We also see it when calling the thanos querier for alert info via exec - I *believe* the message here is purely on the kube-apiserver -> kubelet exec side, but not the curl side (so not a thanos specific problem)


fail [github.com/openshift/origin/test/extended/prometheus/prometheus.go:454]: Unexpected error:
    <errors.aggregate | len:1, cap:1>: [
        {
            s: "unable to execute query ALERTS{alertname!~\"Watchdog|AlertmanagerReceiversNotConfigured|PrometheusRemoteWriteDesiredShards\",alertstate=\"firing\",severity!=\"info\"} >= 1: host command failed: error running /usr/bin/kubectl --server=https://api.ci-op-ggqljv22-ce9aa.ci.azure.devcluster.openshift.com:6443 --kubeconfig=/tmp/admin.kubeconfig --namespace=e2e-test-prometheus-frrpm exec execpod -- /bin/sh -x -c curl --retry 15 --max-time 2 --retry-delay 1 -s -k -H 'Authorization: Bearer ' \"https://thanos-querier.openshift-monitoring.svc:9091/api/v1/query?query=ALERTS%7Balertname%21~%22Watchdog%7CAlertmanagerReceiversNotConfigured%7CPrometheusRemoteWriteDesiredShards%22%2Calertstate%3D%22firing%22%2Cseverity%21%3D%22info%22%7D+%3E%3D+1\":\nCommand stdout:\n\nstderr:\nError from server: error dialing backend: remote error: tls: internal error\n\nerror:\nexit status 1\n",
        },
    ]
    unable to execute query ALERTS{alertname!~"Watchdog|AlertmanagerReceiversNotConfigured|PrometheusRemoteWriteDesiredShards",alertstate="firing",severity!="info"} >= 1: host command failed: error running /usr/bin/kubectl --server=https://api.ci-op-ggqljv22-ce9aa.ci.azure.devcluster.openshift.com:6443 --kubeconfig=/tmp/admin.kubeconfig --namespace=e2e-test-prometheus-frrpm exec execpod -- /bin/sh -x -c curl --retry 15 --max-time 2 --retry-delay 1 -s -k -H 'Authorization: Bearer ' "https://thanos-querier.openshift-monitoring.svc:9091/api/v1/query?query=ALERTS%7Balertname%21~%22Watchdog%7CAlertmanagerReceiversNotConfigured%7CPrometheusRemoteWriteDesiredShards%22%2Calertstate%3D%22firing%22%2Cseverity%21%3D%22info%22%7D+%3E%3D+1":
    Command stdout:
    
    stderr:
    Error from server: error dialing backend: remote error: tls: internal error
    
    error:
    exit status 1
    
occurred

---

Urgent because in some jobs we see 1/2 runs fail (not sure why, possibly due to a platform specific implication, but fails on all platforms that we have seen)
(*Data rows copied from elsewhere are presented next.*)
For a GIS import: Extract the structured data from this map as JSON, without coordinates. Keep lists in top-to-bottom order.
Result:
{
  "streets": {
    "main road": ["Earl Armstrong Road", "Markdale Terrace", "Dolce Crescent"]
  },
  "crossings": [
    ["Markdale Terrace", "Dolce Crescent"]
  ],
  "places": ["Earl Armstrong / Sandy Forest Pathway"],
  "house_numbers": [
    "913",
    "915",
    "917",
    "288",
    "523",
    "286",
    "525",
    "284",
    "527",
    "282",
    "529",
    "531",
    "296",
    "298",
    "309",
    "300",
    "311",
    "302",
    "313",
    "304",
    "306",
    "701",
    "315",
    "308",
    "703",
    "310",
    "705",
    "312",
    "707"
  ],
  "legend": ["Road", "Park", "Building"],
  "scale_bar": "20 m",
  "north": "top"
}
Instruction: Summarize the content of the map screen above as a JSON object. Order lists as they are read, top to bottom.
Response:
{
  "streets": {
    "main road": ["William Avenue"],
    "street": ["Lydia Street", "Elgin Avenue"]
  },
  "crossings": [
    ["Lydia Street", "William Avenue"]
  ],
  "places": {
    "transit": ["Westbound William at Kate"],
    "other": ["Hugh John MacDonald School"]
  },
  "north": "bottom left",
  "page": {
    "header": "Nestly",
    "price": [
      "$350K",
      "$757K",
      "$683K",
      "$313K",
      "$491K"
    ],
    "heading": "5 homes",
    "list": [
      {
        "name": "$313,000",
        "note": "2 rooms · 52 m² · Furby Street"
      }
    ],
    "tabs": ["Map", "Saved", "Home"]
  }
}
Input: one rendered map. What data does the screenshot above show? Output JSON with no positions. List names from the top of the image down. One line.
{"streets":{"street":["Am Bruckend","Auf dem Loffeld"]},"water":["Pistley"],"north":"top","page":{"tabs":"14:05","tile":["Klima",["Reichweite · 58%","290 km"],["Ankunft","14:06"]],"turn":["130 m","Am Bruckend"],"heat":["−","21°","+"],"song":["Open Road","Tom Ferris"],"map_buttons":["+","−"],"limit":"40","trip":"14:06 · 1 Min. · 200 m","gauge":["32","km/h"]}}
Comment 1 Lukasz Szaszkiewicz 2021-04-14 14:38:24 UTC

It looks like the TLS error match kubelet serving certificate rotation.

Please have a look at https://prow.ci.openshift.org/view/gs/origin-ci-test/pr-logs/pull/openshift_kubernetes/656/pull-ci-openshift-kubernetes-master-e2e-agnostic-cmd/1382280733116076032 or https://gcsweb-ci.apps.ci.l2s4.p1.openshiftapps.com/gcs/origin-ci-test/logs/periodic-ci-openshift-release-master-ci-4.9-e2e-gcp/1382275964557332480/artifacts/e2e-gcp/gather-extra/artifacts/nodes/ci-op-p4f8h5y2-16f7c-rzt5v-worker-c-jg9tw/

and grep for "no serving certificate available for the kubelet" and "Rotating certificates" on the worker nodes.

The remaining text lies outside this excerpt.